_Task input_:
----

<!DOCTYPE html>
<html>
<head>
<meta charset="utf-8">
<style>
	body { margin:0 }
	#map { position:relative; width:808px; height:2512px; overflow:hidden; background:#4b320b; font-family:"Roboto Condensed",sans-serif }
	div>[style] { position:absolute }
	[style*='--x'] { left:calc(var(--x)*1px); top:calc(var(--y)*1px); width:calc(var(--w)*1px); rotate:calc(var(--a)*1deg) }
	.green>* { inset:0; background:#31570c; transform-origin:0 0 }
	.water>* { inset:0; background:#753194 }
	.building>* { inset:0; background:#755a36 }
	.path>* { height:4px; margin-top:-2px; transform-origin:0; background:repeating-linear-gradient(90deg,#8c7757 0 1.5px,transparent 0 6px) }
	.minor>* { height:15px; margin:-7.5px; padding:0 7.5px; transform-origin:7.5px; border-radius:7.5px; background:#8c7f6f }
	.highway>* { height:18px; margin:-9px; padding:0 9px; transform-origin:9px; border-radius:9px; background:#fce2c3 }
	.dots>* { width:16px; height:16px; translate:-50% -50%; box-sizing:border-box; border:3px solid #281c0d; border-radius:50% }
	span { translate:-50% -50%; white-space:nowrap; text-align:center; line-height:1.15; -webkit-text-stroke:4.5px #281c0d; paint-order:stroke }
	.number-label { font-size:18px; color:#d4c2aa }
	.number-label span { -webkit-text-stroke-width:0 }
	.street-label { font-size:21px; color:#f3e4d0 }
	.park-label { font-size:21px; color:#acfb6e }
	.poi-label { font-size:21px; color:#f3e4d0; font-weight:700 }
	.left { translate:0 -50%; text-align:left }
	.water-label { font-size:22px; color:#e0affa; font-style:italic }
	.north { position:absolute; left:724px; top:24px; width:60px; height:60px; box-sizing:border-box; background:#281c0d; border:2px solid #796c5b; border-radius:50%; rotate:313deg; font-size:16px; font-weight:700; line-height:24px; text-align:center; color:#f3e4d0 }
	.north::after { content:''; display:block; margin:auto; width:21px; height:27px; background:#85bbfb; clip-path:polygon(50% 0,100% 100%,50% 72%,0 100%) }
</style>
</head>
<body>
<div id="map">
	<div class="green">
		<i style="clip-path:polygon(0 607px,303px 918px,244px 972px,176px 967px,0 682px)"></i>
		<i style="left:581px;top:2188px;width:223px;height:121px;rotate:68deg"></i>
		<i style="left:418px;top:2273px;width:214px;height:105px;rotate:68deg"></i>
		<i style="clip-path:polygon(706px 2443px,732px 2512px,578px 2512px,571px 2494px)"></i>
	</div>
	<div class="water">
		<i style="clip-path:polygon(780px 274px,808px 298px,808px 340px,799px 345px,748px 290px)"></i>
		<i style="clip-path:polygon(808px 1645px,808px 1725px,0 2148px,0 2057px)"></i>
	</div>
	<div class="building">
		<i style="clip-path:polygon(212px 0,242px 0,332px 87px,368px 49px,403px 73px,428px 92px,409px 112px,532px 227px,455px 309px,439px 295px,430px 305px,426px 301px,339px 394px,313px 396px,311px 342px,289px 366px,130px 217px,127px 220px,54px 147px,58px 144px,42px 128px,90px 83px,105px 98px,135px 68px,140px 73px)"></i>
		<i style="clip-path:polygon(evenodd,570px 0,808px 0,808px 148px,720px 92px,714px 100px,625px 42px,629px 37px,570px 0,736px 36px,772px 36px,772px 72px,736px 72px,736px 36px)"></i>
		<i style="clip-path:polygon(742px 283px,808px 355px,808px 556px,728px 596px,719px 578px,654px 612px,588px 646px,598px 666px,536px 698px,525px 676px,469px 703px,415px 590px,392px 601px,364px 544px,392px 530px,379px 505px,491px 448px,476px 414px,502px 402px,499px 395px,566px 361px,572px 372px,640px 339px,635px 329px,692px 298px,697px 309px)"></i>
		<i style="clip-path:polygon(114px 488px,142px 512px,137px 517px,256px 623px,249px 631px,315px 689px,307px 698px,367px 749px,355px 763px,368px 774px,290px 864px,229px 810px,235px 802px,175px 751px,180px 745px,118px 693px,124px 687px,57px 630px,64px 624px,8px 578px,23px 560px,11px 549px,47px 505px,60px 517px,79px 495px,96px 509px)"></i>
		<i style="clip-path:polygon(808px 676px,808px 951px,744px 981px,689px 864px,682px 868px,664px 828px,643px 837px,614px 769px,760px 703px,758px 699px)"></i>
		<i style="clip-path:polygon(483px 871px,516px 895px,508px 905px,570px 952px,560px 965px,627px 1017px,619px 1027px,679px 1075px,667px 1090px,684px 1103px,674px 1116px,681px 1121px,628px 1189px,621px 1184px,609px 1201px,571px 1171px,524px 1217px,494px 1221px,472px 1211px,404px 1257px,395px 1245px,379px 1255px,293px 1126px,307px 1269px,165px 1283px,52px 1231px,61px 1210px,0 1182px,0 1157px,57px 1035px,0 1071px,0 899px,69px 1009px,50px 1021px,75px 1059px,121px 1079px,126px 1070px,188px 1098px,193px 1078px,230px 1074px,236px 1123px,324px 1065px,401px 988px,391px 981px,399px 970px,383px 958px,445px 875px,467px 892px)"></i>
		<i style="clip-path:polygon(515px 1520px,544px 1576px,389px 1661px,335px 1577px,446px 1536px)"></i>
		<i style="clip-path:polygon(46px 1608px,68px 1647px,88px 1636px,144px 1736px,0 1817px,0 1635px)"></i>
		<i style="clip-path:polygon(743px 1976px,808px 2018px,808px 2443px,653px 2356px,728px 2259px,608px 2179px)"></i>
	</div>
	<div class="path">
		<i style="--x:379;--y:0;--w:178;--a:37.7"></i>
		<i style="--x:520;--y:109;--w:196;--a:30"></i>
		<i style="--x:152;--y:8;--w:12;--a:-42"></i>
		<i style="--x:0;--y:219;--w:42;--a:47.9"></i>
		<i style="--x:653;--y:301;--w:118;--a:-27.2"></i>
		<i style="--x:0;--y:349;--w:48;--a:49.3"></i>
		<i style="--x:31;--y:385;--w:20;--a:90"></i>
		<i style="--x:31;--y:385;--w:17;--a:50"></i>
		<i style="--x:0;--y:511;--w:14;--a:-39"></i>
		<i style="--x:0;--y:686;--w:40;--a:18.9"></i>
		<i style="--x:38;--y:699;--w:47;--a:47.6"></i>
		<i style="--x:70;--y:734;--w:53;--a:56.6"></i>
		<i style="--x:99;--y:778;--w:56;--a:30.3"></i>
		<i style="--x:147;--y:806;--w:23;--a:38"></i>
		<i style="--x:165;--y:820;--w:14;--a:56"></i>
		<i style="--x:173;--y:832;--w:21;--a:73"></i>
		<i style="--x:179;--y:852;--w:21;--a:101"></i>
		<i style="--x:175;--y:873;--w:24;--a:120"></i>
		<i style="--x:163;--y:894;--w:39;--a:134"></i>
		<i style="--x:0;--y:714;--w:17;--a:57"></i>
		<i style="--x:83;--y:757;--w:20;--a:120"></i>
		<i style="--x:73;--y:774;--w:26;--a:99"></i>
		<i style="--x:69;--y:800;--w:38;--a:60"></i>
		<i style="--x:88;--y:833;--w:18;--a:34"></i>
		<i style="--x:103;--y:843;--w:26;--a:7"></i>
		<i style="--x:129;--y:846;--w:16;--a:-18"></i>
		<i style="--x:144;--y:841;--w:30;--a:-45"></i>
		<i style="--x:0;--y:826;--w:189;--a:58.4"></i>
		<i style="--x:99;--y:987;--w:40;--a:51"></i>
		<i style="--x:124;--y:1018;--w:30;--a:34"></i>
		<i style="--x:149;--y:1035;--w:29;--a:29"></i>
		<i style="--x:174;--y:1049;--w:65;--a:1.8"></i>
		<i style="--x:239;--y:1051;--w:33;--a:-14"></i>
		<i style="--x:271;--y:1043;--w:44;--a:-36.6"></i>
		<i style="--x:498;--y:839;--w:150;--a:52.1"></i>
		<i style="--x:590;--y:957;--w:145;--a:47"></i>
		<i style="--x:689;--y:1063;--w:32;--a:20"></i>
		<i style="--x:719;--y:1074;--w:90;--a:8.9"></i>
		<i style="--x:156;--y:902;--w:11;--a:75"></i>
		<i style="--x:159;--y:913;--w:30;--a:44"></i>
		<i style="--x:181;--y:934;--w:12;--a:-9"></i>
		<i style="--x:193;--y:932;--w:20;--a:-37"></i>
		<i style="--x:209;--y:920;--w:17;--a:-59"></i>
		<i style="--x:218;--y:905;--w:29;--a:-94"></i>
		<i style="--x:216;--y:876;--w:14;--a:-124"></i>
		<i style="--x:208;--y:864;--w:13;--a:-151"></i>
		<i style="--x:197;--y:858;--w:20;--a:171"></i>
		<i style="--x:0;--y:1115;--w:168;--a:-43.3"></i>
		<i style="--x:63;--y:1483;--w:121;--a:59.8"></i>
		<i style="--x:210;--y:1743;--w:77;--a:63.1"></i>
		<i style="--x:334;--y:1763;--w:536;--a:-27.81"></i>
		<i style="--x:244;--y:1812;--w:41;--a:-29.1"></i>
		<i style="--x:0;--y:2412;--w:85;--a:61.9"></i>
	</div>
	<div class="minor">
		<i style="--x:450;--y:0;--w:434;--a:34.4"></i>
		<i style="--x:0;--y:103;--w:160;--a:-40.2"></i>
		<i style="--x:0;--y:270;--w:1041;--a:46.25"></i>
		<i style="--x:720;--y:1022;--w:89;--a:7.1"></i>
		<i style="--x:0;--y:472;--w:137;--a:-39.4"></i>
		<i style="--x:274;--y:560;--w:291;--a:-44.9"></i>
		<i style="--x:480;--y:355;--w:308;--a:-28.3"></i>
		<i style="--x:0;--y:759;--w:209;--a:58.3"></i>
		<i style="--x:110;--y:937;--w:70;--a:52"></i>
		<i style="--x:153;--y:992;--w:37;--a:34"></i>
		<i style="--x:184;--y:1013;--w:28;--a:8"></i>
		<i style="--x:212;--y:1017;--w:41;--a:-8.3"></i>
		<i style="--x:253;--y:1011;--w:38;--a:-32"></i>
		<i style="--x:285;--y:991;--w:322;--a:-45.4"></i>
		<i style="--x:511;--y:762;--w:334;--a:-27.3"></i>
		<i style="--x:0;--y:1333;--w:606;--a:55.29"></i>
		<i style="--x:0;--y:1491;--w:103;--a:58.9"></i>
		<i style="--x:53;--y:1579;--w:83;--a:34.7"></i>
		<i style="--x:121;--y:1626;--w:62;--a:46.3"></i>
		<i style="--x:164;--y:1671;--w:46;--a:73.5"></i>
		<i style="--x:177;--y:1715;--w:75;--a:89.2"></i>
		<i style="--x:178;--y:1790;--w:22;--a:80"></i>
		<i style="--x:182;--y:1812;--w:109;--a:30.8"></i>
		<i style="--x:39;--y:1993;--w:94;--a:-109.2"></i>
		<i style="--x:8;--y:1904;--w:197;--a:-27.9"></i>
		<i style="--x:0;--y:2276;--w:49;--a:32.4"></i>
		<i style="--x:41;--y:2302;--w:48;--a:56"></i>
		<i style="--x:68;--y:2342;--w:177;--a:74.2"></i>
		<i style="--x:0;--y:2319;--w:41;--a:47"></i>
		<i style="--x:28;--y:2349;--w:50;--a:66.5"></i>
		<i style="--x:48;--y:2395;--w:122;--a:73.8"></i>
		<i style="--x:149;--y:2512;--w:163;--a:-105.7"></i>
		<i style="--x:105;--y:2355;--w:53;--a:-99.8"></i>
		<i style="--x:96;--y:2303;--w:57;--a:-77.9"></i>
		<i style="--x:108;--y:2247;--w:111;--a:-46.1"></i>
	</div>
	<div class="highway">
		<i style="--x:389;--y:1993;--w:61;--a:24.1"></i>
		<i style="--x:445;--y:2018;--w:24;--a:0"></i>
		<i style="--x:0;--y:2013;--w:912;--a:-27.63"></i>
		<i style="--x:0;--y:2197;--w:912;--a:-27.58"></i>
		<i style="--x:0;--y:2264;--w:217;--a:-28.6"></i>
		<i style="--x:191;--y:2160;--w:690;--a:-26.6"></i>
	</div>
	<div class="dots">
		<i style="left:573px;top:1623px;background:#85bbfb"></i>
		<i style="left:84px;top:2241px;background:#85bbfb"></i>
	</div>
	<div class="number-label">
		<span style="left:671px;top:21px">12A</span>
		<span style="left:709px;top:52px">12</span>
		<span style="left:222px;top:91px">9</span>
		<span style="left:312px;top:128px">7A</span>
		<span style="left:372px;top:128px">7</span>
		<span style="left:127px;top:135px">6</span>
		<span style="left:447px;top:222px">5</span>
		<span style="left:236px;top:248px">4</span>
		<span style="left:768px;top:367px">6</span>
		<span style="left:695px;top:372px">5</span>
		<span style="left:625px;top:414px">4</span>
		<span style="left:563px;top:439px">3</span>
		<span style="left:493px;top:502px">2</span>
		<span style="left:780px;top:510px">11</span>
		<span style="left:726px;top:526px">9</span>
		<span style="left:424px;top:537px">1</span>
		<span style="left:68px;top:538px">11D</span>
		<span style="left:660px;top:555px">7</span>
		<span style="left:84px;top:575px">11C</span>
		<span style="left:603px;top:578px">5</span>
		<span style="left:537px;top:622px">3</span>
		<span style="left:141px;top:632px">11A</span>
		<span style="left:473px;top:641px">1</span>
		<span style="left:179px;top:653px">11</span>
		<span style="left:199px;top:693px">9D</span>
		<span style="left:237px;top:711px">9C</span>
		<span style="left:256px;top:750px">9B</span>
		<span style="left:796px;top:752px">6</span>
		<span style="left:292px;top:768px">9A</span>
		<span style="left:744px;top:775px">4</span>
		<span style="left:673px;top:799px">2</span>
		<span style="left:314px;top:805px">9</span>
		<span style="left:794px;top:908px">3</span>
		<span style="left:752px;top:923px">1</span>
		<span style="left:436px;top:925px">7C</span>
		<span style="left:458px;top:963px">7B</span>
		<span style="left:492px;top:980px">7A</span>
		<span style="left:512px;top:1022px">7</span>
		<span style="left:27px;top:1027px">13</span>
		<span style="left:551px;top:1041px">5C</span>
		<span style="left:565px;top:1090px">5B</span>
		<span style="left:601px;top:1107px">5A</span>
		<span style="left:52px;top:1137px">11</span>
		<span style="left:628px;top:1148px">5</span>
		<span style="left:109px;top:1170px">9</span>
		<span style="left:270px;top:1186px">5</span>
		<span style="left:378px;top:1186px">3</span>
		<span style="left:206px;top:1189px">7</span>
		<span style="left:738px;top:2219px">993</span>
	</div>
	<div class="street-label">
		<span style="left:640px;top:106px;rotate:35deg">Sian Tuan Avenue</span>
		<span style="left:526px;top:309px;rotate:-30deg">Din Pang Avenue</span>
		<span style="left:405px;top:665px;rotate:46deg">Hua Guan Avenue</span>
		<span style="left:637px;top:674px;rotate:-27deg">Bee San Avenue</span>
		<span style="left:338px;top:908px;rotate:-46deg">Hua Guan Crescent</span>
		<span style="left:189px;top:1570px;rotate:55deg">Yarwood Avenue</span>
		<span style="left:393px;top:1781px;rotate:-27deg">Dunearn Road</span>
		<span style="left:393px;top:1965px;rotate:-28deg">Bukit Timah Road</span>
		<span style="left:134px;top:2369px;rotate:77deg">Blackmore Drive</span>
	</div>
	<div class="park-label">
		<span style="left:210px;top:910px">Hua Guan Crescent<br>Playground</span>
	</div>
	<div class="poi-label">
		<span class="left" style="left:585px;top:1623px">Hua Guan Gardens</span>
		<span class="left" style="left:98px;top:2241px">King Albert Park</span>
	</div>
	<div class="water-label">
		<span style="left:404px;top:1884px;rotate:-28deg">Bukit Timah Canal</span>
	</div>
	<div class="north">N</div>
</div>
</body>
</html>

----

_What the task asks_: Count every line in the preceding entries where the string "stroke" appears, then state only the total.

_Exercise answer_: 2